Bestandteile des Bildungssystems

Auf den ersten Blick glaubt man nicht, wie tief das Bildungssystem in die Gesellschaft eingreift. Aber es begleitet jeden Deutschen buchstäblich von der Wiege bis zur Bahre. Vom Kindergarten über die Schule in die Universität und von den berufsbildenden Massnahmen über die täglichen Medien bis hin zu Bildungsangeboten für Senioren. Das Bildungssystem besitzt viele Bestandteile:

  • Übergeordnete Ziele
  • Steuerung und Organisation
  • Gesetze
  • Familie/Eltern
  • Kindergarten
  • Schulen
  • Universitäten
 
  • Weiterbildung
  • Lehrerausbildung
  • Elitenförderung
  • Behinderte
  • Medien
  • Forschung für Bildung
  • Kulturpolitik

Im Internet findet man zu jedem dieser Stichpunkte sehr viel Material. Nur zu den übergeordneten Zielen existiert nichts. Die Zielstellung des Staates, der Länder und der Kommunen, für ein gebildetes Volk zu sorgen, wurde auf einen Etatposten in den chronisch knappen Haushalten reduziert. In den Programmen der politischen Parteien finden sich zur Bildungspolitik nur Nebensätze, die in dem Versprechen münden, mehr Geld für Bildung bereit zu stellen.

 

Geld für das Deutsche Bildungssystem

Die Deutschen investieren zu wenig in ihr Bildungssystem:


... das sind 4,3 Prozent des Bruttoinlandsproduktes. Mehr ...
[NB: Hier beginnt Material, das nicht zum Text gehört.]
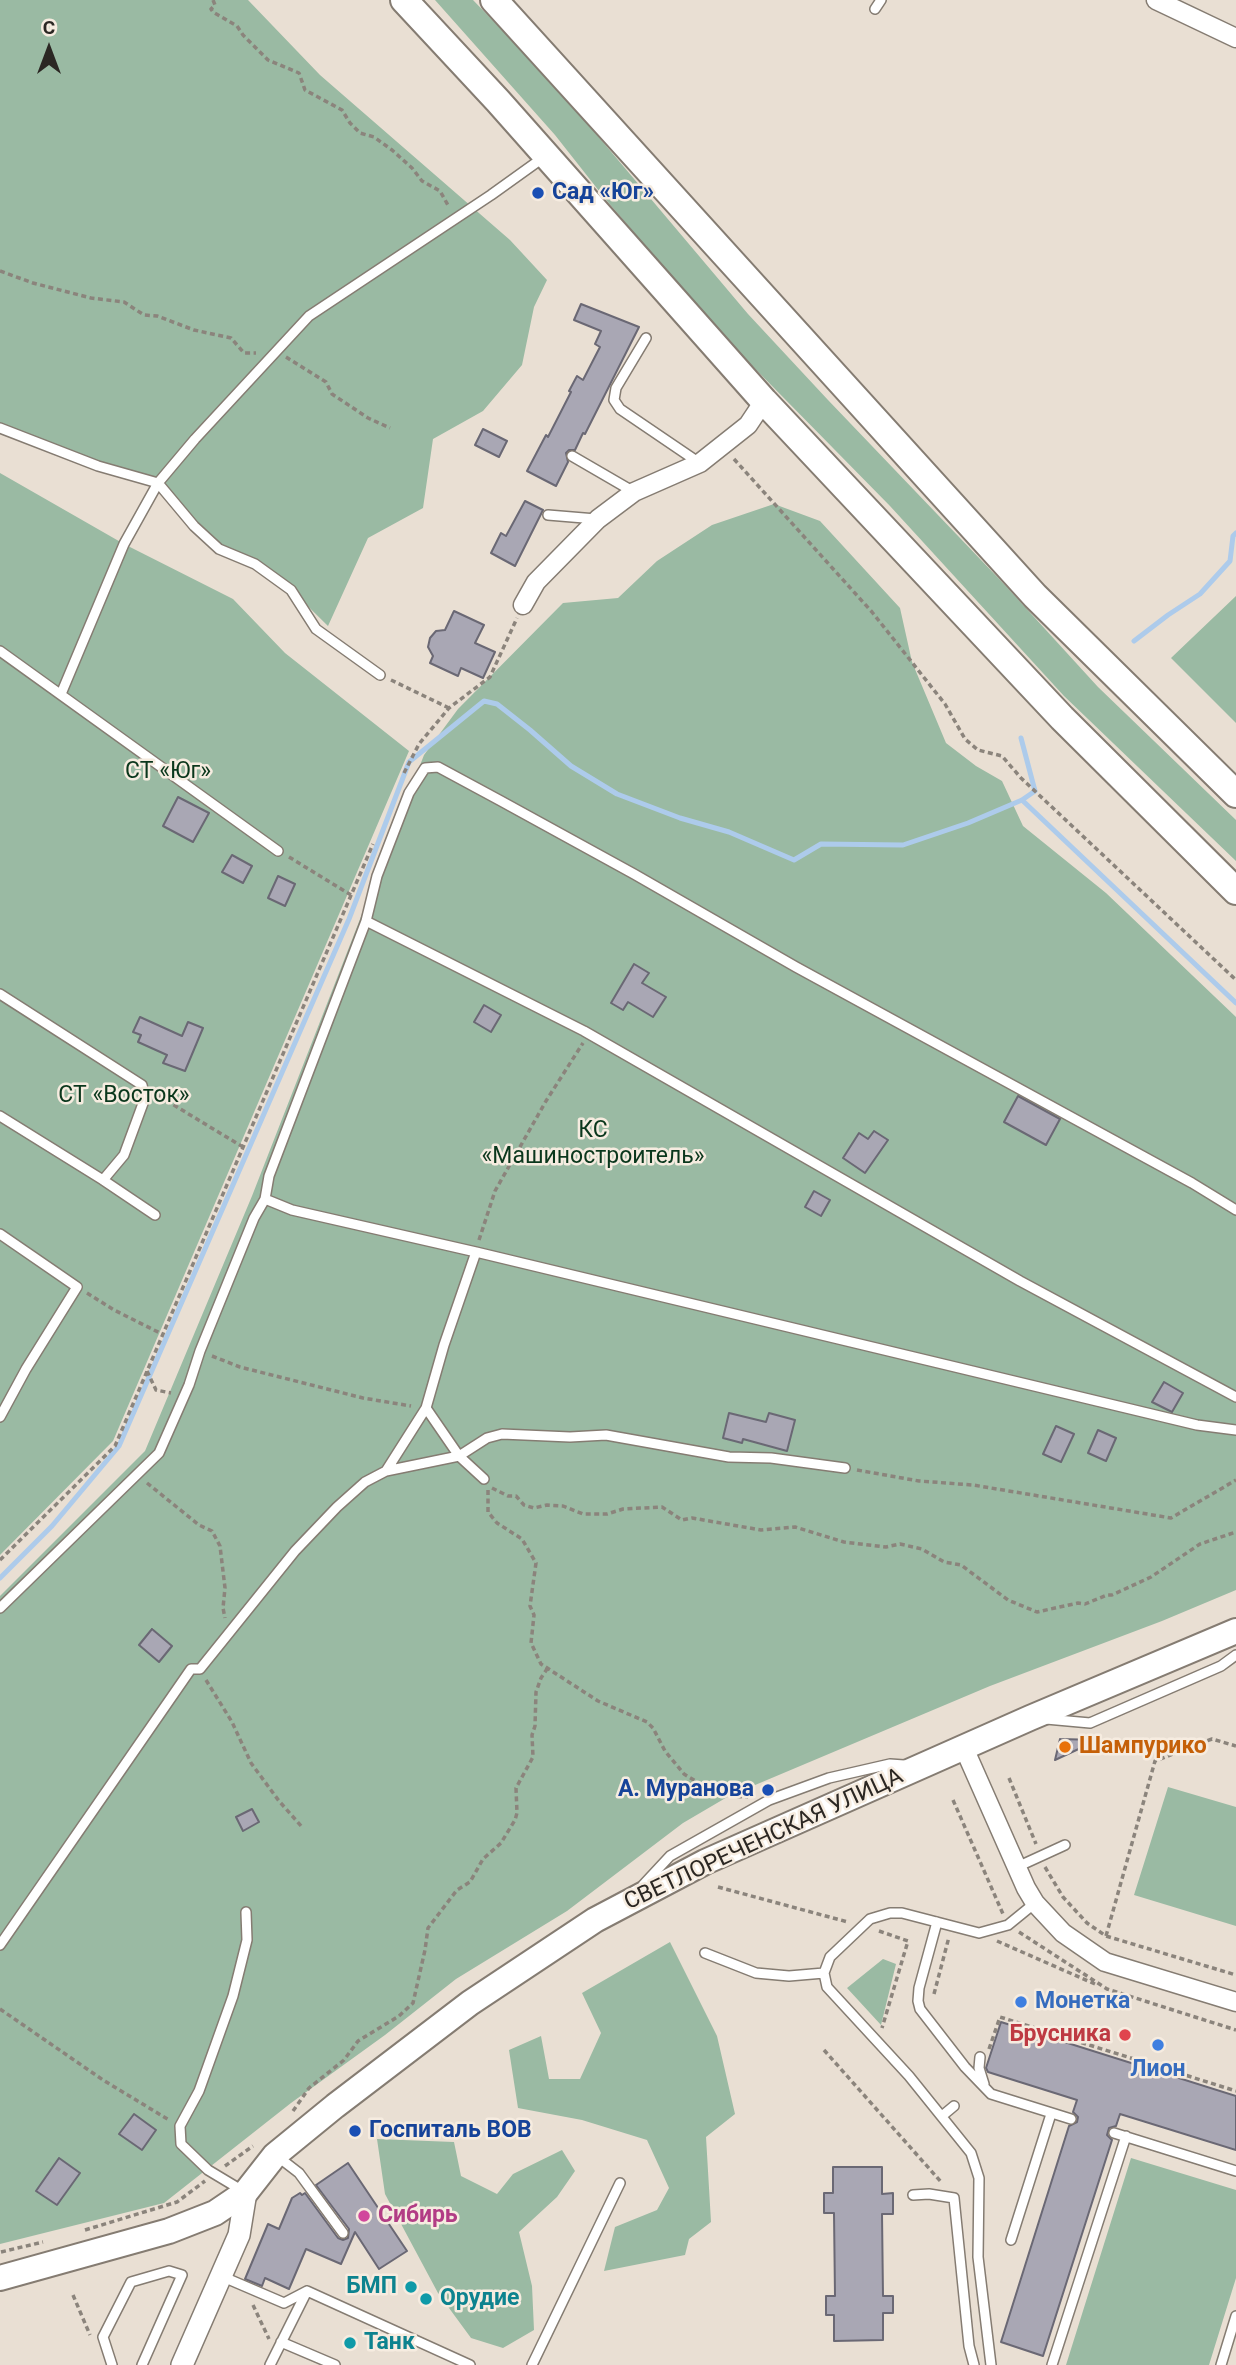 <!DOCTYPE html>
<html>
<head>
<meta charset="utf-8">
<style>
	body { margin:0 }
	#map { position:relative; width:1236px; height:2365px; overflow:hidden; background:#e9dfd3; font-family:Roboto,sans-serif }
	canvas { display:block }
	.north { position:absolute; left:14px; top:14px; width:70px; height:70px; -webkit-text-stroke:5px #f6ece0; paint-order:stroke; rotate:0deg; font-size:19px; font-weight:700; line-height:28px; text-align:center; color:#2b2723 }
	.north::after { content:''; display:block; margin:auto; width:24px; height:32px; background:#2b2723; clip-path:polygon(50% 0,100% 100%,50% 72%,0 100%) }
</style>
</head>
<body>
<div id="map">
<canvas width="1236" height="2365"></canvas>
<div class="north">С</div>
</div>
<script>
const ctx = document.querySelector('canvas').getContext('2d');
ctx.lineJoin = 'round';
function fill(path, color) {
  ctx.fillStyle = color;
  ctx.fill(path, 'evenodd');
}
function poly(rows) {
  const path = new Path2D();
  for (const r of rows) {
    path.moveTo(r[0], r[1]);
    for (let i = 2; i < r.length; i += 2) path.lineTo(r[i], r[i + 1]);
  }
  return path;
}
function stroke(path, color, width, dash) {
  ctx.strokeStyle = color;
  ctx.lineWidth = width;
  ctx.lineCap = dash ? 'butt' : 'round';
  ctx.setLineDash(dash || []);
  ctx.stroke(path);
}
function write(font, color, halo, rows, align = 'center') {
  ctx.font = font + ' Roboto,sans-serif';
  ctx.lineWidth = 5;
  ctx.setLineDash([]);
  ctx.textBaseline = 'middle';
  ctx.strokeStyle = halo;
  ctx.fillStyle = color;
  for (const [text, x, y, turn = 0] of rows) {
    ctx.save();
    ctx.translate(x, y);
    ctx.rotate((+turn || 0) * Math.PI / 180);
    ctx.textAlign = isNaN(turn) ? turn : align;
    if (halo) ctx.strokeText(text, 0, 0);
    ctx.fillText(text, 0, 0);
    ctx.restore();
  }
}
fill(poly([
	[0,0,248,0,320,75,510,240,547,280,534,307,522,365,483,411,433,439,423,508,368,538,328,626,272,571,219,549,158,483,0,428],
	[435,0,473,0,503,31,575,109,748,314,828,400,1003,583,1098,687,1236,820,1236,861,1064,696,890,506,719,332,607,201,555,135],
	[0,473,124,544,233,599,285,653,409,751,113,1441,0,1555],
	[774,504,820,521,900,608,912,662,946,743,976,766,1002,781,1023,826,1106,893,1236,1017,1236,1590,1162,1621,990,1686,729,1796,683,1823,567,1911,456,1979,385,2035,291,2103,164,2203,0,2244,0,1596,145,1451,252,1196,424,755,458,709,563,603,618,598,657,561,712,525],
	[1236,596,1236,723,1171,658],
	[1168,1787,1236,1807,1236,1926,1134,1895],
	[670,1942,717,2036,735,2114,706,2137,711,2222,689,2239,685,2255,604,2271,615,2227,657,2210,669,2188,647,2140,582,2120,518,2108,509,2050,541,2036,549,2079,580,2079,601,2033,582,1993],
	[883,1959,896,1964,881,2025,847,1988],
	[377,2139,454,2142,461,2176,497,2194,513,2174,562,2150,575,2171,557,2197,519,2232,532,2286,534,2330,503,2348,471,2338,438,2293,385,2194],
	[1131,2158,1236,2190,1236,2278,1209,2365,1066,2365]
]), '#9abaa3');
stroke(poly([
	[1134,641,1168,615,1200,594,1230,561,1233,536,1236,533],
	[1022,800,1236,1003],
	[0,1578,52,1526,119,1446,349,919,409,762,484,701,497,704,530,730,571,766,617,794,680,818,729,832,794,860,821,844,903,845,968,823,1022,800,1035,791,1021,738]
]), '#adcbeb', 5);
const building = poly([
	[581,304,639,327,585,434,583,433,575,450,569,450,566,453,568,462,556,486,527,471,546,435,548,437,571,392,569,391,577,376,583,380,600,347,595,344,601,331,574,320,581,304],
	[483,429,507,441,499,457,475,445,483,429],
	[525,501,543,510,515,566,491,553,501,533,506,536,525,501],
	[454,611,484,625,475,643,495,652,483,678,461,668,458,676,430,663,433,656,428,647,430,638,436,631,445,630,454,611],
	[178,797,209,813,193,842,163,826,178,797],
	[232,855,252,866,243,883,222,872,232,855],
	[278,876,295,884,285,906,268,898,278,876],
	[634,964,649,973,642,983,666,997,653,1017,628,1002,623,1010,611,1003,634,964],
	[484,1005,501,1015,491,1032,474,1022,484,1005],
	[140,1017,182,1036,188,1022,203,1028,185,1071,163,1063,167,1055,138,1042,141,1035,133,1032,140,1017],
	[1018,1096,1060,1119,1046,1145,1004,1122,1018,1096],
	[874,1131,888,1140,865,1173,843,1158,859,1133,868,1139,874,1131],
	[814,1191,830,1200,821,1216,805,1207,814,1191],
	[1164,1382,1183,1393,1172,1412,1152,1402,1164,1382],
	[729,1413,766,1422,769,1413,795,1420,787,1451,743,1439,742,1443,723,1438,729,1413],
	[1056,1426,1074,1434,1061,1462,1043,1454,1056,1426],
	[1098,1430,1116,1438,1106,1461,1088,1453,1098,1430],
	[152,1629,172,1646,159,1662,139,1645,152,1629],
	[1060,1739,1098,1740,1055,1760,1060,1739],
	[252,1809,259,1822,243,1831,236,1817,252,1809],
	[1001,2022,1236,2096,1236,2150,1120,2114,1116,2126,1109,2128,1107,2135,1112,2140,1043,2356,1001,2342,1069,2126,1077,2122,1078,2117,1073,2112,1077,2100,988,2072,986,2068,1001,2022],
	[134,2114,156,2130,142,2150,119,2134,134,2114],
	[59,2158,80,2173,57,2205,36,2191,59,2158],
	[348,2163,407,2251,379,2269,355,2232,341,2264,306,2249,289,2289,265,2278,262,2286,245,2279,268,2224,279,2229,292,2198,300,2193,302,2195,305,2193,338,2238,343,2240,348,2238,349,2229,316,2185,348,2163],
	[833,2167,882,2167,882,2194,893,2193,893,2214,882,2214,883,2296,893,2296,893,2313,883,2313,883,2340,834,2341,834,2315,826,2315,826,2296,835,2296,834,2213,824,2213,824,2193,833,2193,833,2167]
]);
fill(building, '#a9a7b4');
stroke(building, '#6a6874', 2);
const service = poly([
	[875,9,881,0],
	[646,338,616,388,614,400,620,409,698,462],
	[0,428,98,466,158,483,194,526,219,549,255,564,291,590,316,629,380,675],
	[572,456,634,492],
	[548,515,596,519],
	[0,651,278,851],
	[61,694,124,544,158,483,195,439,309,316,491,195,544,157],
	[366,921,584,1031,1020,1281,1236,1397],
	[0,994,142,1085,145,1098,124,1155,103,1180,155,1215],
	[0,1116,103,1180],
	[0,1234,77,1287,26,1369,0,1417],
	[476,1252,292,1210,265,1199,269,1176,366,921,377,876,409,793,425,768,438,767,501,801,634,874,796,967,1192,1183,1236,1210],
	[426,1408,459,1456,484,1479],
	[386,1471,459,1456,487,1438,502,1434,570,1437,606,1435,729,1457,771,1458,845,1468],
	[0,1608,159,1453,189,1385,200,1351,254,1218,265,1199],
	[1046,1719,1090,1723,1221,1666,1236,1655],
	[1017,1867,1065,1845],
	[643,1885,670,1856,769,1800,829,1778,890,1764,904,1765],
	[937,1922,919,1988,918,2001,920,2009,965,2067,991,2094,1071,2119],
	[0,1945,191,1669,200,1669,295,1551,337,1507,365,1482,386,1471,426,1408,444,1345,476,1252,1197,1425,1236,1430],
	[705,1953,756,1973,789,1976,824,1973],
	[980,2057,979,2068,984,2084],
	[942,2116,954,2106],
	[1114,2133,1236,2171],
	[277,2156,299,2173,343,2233],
	[243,2191,208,2170,181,2144,180,2126,199,2091,233,1996,247,1940,246,1912],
	[913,2195,929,2194,954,2198,969,2346,974,2365],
	[1011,2240,1051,2114],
	[221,2276,284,2303,307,2291,470,2365],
	[281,2342,335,2365],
	[112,2365,103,2337,131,2282,169,2271,182,2275,142,2365],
	[270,2365,307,2291],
	[532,2365,620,2183],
	[991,2365,978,2257,979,2178,971,2153,909,2076,827,1987,824,1973,830,1957,870,1919,890,1913,902,1913,979,1933,1008,1925,1035,1903],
	[1052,2365,1126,2136],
	[1221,2365,1236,2316]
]);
const minor = poly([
	[1156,0,1236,38],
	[523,605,536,582,598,519,634,492,700,463,748,425,764,401],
	[964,1748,1026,1888,1035,1903,1063,1933,1105,1962,1236,2002]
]);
const tertiary = poly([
	[182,2365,239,2235,246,2192]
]);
const secondary = poly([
	[0,2278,169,2231,215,2213,246,2192,275,2155,335,2106,470,2003,595,1920,705,1862,1030,1718,1236,1631]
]);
const primary = poly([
	[404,0,498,101,764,401,1062,718,1236,891],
	[494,0,1035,596,1236,794]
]);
stroke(service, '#857c72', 12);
stroke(minor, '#857c72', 21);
stroke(tertiary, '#857c72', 24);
stroke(secondary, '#857c72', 28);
stroke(primary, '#857c72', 30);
stroke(poly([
	[213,0,215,5,211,9,213,12,237,26,243,35,268,60,299,73,305,90,342,110,350,123,360,133,374,137,392,150,412,168,422,181,440,191,449,207],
	[0,271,33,283,91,298,124,302,144,315,157,316,194,330,231,338,244,353,256,353],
	[286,357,326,382,332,394,368,418,390,428],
	[734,459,872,612,945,704,965,739,978,750,1002,756,1021,778,1236,980],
	[391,680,449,708],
	[404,773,419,744,449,708,490,677,517,618],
	[289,857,351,895],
	[159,1096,243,1147],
	[479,1240,495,1191,546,1101,583,1043],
	[87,1293,114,1310,162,1334],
	[212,1356,240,1367,363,1398,411,1406],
	[147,1371,156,1390,171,1393],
	[857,1470,919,1481,973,1485,1171,1518,1236,1480],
	[147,1483,199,1525,212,1531,220,1546,225,1588,223,1608,225,1618],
	[492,1488,508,1496,516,1496,524,1505,534,1508,547,1505,563,1506,583,1514,607,1514,623,1509,662,1507,682,1520,692,1518,761,1530,795,1527,844,1542,886,1547,900,1544,922,1549,944,1562,961,1565,1008,1600,1037,1612,1078,1603,1085,1604,1107,1595,1112,1595,1151,1577,1200,1544,1236,1532],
	[488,1490,488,1512,497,1523,522,1539,536,1563,530,1606,534,1615,531,1643,541,1664,598,1701,647,1722,653,1728,665,1751,684,1774,702,1785,729,1796,748,1797],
	[0,1560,115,1446,373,844],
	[206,1680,232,1722,251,1763,279,1801,302,1827],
	[1009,1778,1036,1844],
	[953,1800,1003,1914],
	[1045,1867,1063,1897,1087,1923,1106,1936,1236,1975],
	[718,1887,848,1922],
	[879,1931,908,1941,882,2028],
	[1019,1932,1107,1989,1236,2030],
	[1106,1936,1155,1761,1212,1739,1236,1746],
	[997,1941,1095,1984],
	[934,1994,949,1937],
	[0,2009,103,2080,169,2120],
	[989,2049,1000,2017,1236,2091],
	[824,2050,942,2183],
	[293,2111,309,2088,344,2060,358,2041,399,2016,413,2003,425,1950,428,1928,457,1890,470,1882,483,1859,501,1843,515,1820,517,1813,516,1788,533,1757,532,1735,535,1726,536,1692,541,1678,547,1669],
	[225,2166,253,2146],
	[85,2230,177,2202,205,2181],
	[1,2252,43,2242],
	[73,2295,90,2335],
	[253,2305,269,2339]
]), '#8b847c', 3.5, [5, 3.5]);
stroke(service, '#fff', 9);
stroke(minor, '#fff', 18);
stroke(tertiary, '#fff', 21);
stroke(secondary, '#fff', 24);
stroke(primary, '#fff', 26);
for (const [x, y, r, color] of [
	[538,193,7,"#1a4fb4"],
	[1065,1747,7,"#e8710a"],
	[768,1790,7,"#1a4fb4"],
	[1021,2002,7,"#3f7fe0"],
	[1125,2035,7,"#e0444e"],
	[1158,2045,7,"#3f7fe0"],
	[355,2131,7,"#1a4fb4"],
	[364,2216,7,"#d1479c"],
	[411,2287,7,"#0f9aa8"],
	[426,2299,7,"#0f9aa8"],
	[350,2343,7,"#0f9aa8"]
]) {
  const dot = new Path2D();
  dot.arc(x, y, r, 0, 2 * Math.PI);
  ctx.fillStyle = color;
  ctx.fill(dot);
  stroke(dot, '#f6ece0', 2.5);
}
write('bold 23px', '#164399', '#f6ece0', [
	["Сад «Юг»",552,193],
	["А. Муранова",754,1790,"right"],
	["Госпиталь ВОВ",369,2131]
], 'left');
write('23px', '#0a371c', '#f6ece0', [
	["СТ «Юг»",168,772],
	["СТ «Восток»",124,1096],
	["КС",593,1131],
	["«Машиностроитель»",593,1157]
]);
write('bold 23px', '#c56008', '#f6ece0', [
	["Шампурико",1079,1747]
], 'left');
write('23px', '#2b2723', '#f6ece0', [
	["СВЕТЛОРЕЧЕНСКАЯ УЛИЦА",764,1840,-25]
]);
write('bold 23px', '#366cbe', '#f6ece0', [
	["Монетка",1035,2002],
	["Лион",1158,2070,"center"]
], 'left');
write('bold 23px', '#be3a42', '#f6ece0', [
	["Брусника",1111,2035]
], 'right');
write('bold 23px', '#b23c85', '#f6ece0', [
	["Сибирь",378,2216]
], 'left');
write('bold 23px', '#0d838f', '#f6ece0', [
	["БМП",397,2287,"right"],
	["Орудие",440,2299],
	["Танк",364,2343]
], 'left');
</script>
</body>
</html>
26,7 Milliarden Euro müsste Deutschland jedes Jahr zusätzlich für die Bildung ausgeben, damit das Land bis 2020 im internationalen Bildungswettstreit aufholt. Das ist ein Viertel mehr als bisher in Bildung investiert wird. Um die Kraftanstrengung zu meistern, müssten Staat, Wirtschaft und der Einzelne künftig tiefer in die Tasche greifen. Auf die Privathaushalte kämen Mehrkosten von etwa vier Milliarden zu. Die Bundesregierung hat im Haushalt für das Jahr 2005 keine 25-prozentige Erhöhung der Ausgaben für das Bildungssystem vorgesehen. Mehr ...

 

Vergleich mit anderen Bildungssystemen

Das deutsche Bildungssystem ist im Vergleich mit anderen Ländern höchstens Mittelmass. Die Pisa-Studien der OECD haben es an den Tag gebracht. An PISA II beteiligten sich im Jahr 2003 41 Staaten (30 OECD-Staaten und 11 Partnerländer). International wurden ca. 250 000 Schülerinnen und Schüler getestet. In Deutschland nahmen 216 Schulen und 4660 Schülerinnen und Schüler an den Erhebungen zum internationalen Vergleich teil. Die teilnehmenden Schulen und die Schülerinnen und Schüler wurden mit einem Zufallsverfahren für den Test ausgewählt. In der Gesamtskala Mathematik erreicht Deutschland einen Mittelwert von 503 Punkten (OECD-Durchschnitt: 500 Punkte). Im Bereich der Lesekompetenz in PISA 2003 beträgt der Mittelwert für Deutschland 491 Punkte; der internationale Durchschnitt liegt bei 494 Punkten. Der OECD-Mittelwert zur naturwissenschaftlichen Kompetenz beträgt 2003 ebenfalls 500 Punkte; die Schülerinnen und Schüler in Deutschland erreichen 502 Punkte. Im Bereich Problemlösen liegen die Leistungen der Schülerinnen und Schüler in Deutschland mit 513 Punkten signifikant über dem OECD-Mittelwert (500 Punkte). Mehr ...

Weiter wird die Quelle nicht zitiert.